April 6, 2010 / 5:47 PM / 9 years ago

アイスランドの格付け見通しを引き下げ=ムーディーズ

 [ロンドン 6日 ロイター] 格付け機関のムーディーズは6日、アイスランドの格付け見通しを「安定的」から「ネガティブ」に引き下げるとともに、同国のオンライン銀行「アイスセーブ」の預金返還問題をめぐる国際的な摩擦が解決しなければ格下げする可能性があると指摘した。

 ムーディーズは格付け見通しの引き下げについて、外部流動性の状況が不透明であるため、としている。また、アイスセーブの預金返還問題をめぐる英国・オランダとの交渉が長引けば、アイスランドへの資金流入が妨げられ、同国の景気回復が損なわれる恐れがあるとの見方を示した。

 預金返済問題が解決すれば、見通しは「安定的」に戻す可能性があるとしている。

 現在のアイスランドの格付けは投資適格級で最も低い「BAA3」。

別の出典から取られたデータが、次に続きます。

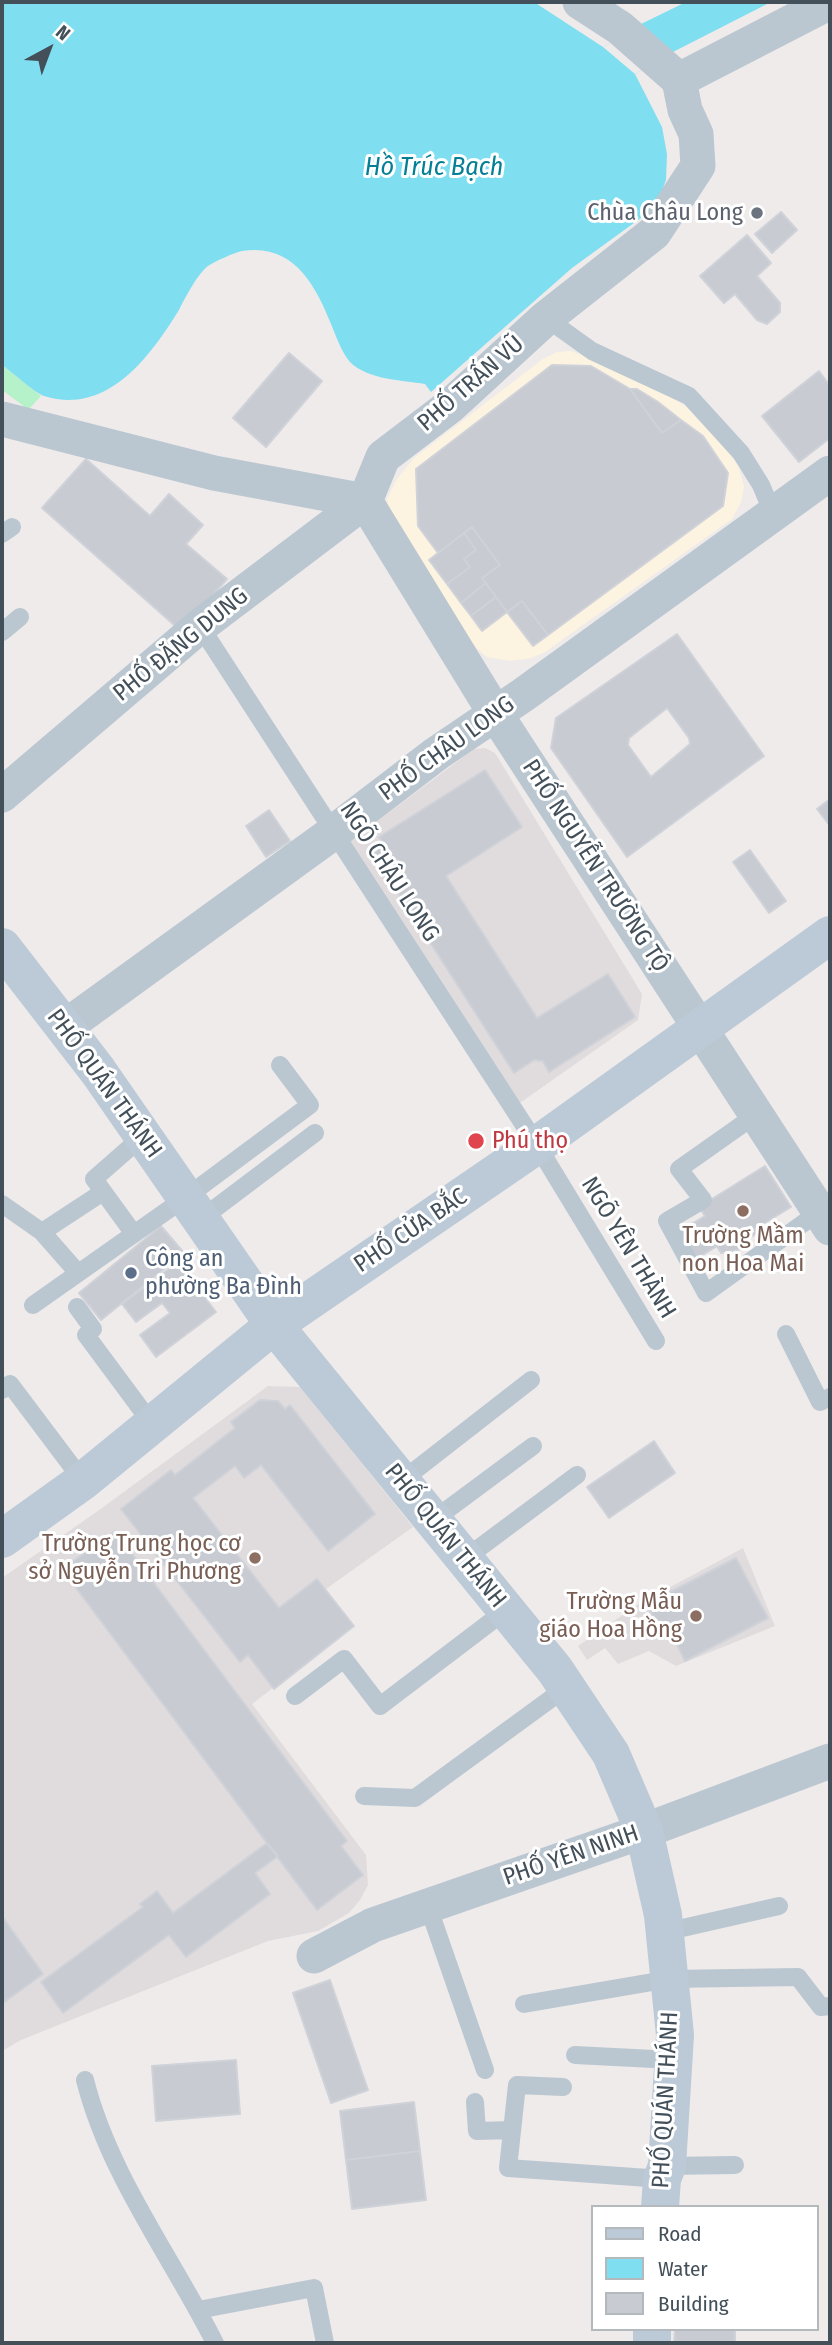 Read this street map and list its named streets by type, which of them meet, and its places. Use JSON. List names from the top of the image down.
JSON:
{
  "streets": {
    "main road": ["PHỐ QUÁN THÁNH", "PHỐ CỬA BẮC"],
    "street": [
      "PHỐ TRẤN VŨ",
      "PHỐ ĐẶNG DUNG",
      "PHỐ CHÂU LONG",
      "PHỐ NGUYỄN TRƯỜNG TỘ",
      "PHỐ YÊN NINH"
    ],
    "lane": ["NGÕ CHÂU LONG", "NGÕ YÊN THÀNH"]
  },
  "crossings": [
    ["PHỐ TRẤN VŨ", "PHỐ ĐẶNG DUNG"],
    ["PHỐ TRẤN VŨ", "PHỐ NGUYỄN TRƯỜNG TỘ"],
    ["PHỐ ĐẶNG DUNG", "PHỐ NGUYỄN TRƯỜNG TỘ"],
    ["PHỐ ĐẶNG DUNG", "NGÕ CHÂU LONG"],
    ["PHỐ CHÂU LONG", "PHỐ NGUYỄN TRƯỜNG TỘ"],
    ["PHỐ CHÂU LONG", "NGÕ CHÂU LONG"],
    ["PHỐ CHÂU LONG", "PHỐ QUÁN THÁNH"],
    ["PHỐ NGUYỄN TRƯỜNG TỘ", "PHỐ CỬA BẮC"],
    ["NGÕ CHÂU LONG", "PHỐ CỬA BẮC"],
    ["NGÕ CHÂU LONG", "NGÕ YÊN THÀNH"],
    ["PHỐ QUÁN THÁNH", "PHỐ CỬA BẮC"],
    ["PHỐ QUÁN THÁNH", "PHỐ YÊN NINH"],
    ["PHỐ CỬA BẮC", "NGÕ YÊN THÀNH"]
  ],
  "water": ["Hồ Trúc Bạch"],
  "places": [
    "Chùa Châu Long",
    "Phú thọ",
    "Trường Mầm non Hoa Mai",
    "Công an phường Ba Đình",
    "Trường Trung học cơ sở Nguyễn Tri Phương",
    "Trường Mẫu giáo Hoa Hồng"
  ],
  "legend": ["Road", "Water", "Building"],
  "north": "top right"
}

ムーディーズは、同国が今後のユーロ建て債券の借り換え資金を自己資金でまかなうことを余儀なくされた場合、格下げにつながる可能性があると指摘した。

 ただ、預金返済問題は解決される可能性が高いとし、そうなれば国際通貨基金(IMF)や北欧近隣諸国からの支援が再開され格付けは維持されるとする一方、アイスセーブの問題により2011年12月・2012年5月に償還期限を迎えるユーロ建て債券の借り換えが困難になるリスクが生じたとの認識を示した。

 アイスランド中銀による償還は可能とみられるものの、支払い後の資本水準が投資適格級の格付けに見合ったものか、疑問視されるとしている。

 また、支援プログラムの再開はポジティブとしたうえで、同国が外部流動性を自力で投資適格級に維持するには十分でない可能性があると続けた。

 CMAデータ・ビジョンによると、アイスランドのクレジット・デフォルト・スワップ(CDS)スプレッドは一時411.5ポイントと、イースター休暇前の前週1日から10ベーシスポイント(bp)拡大した。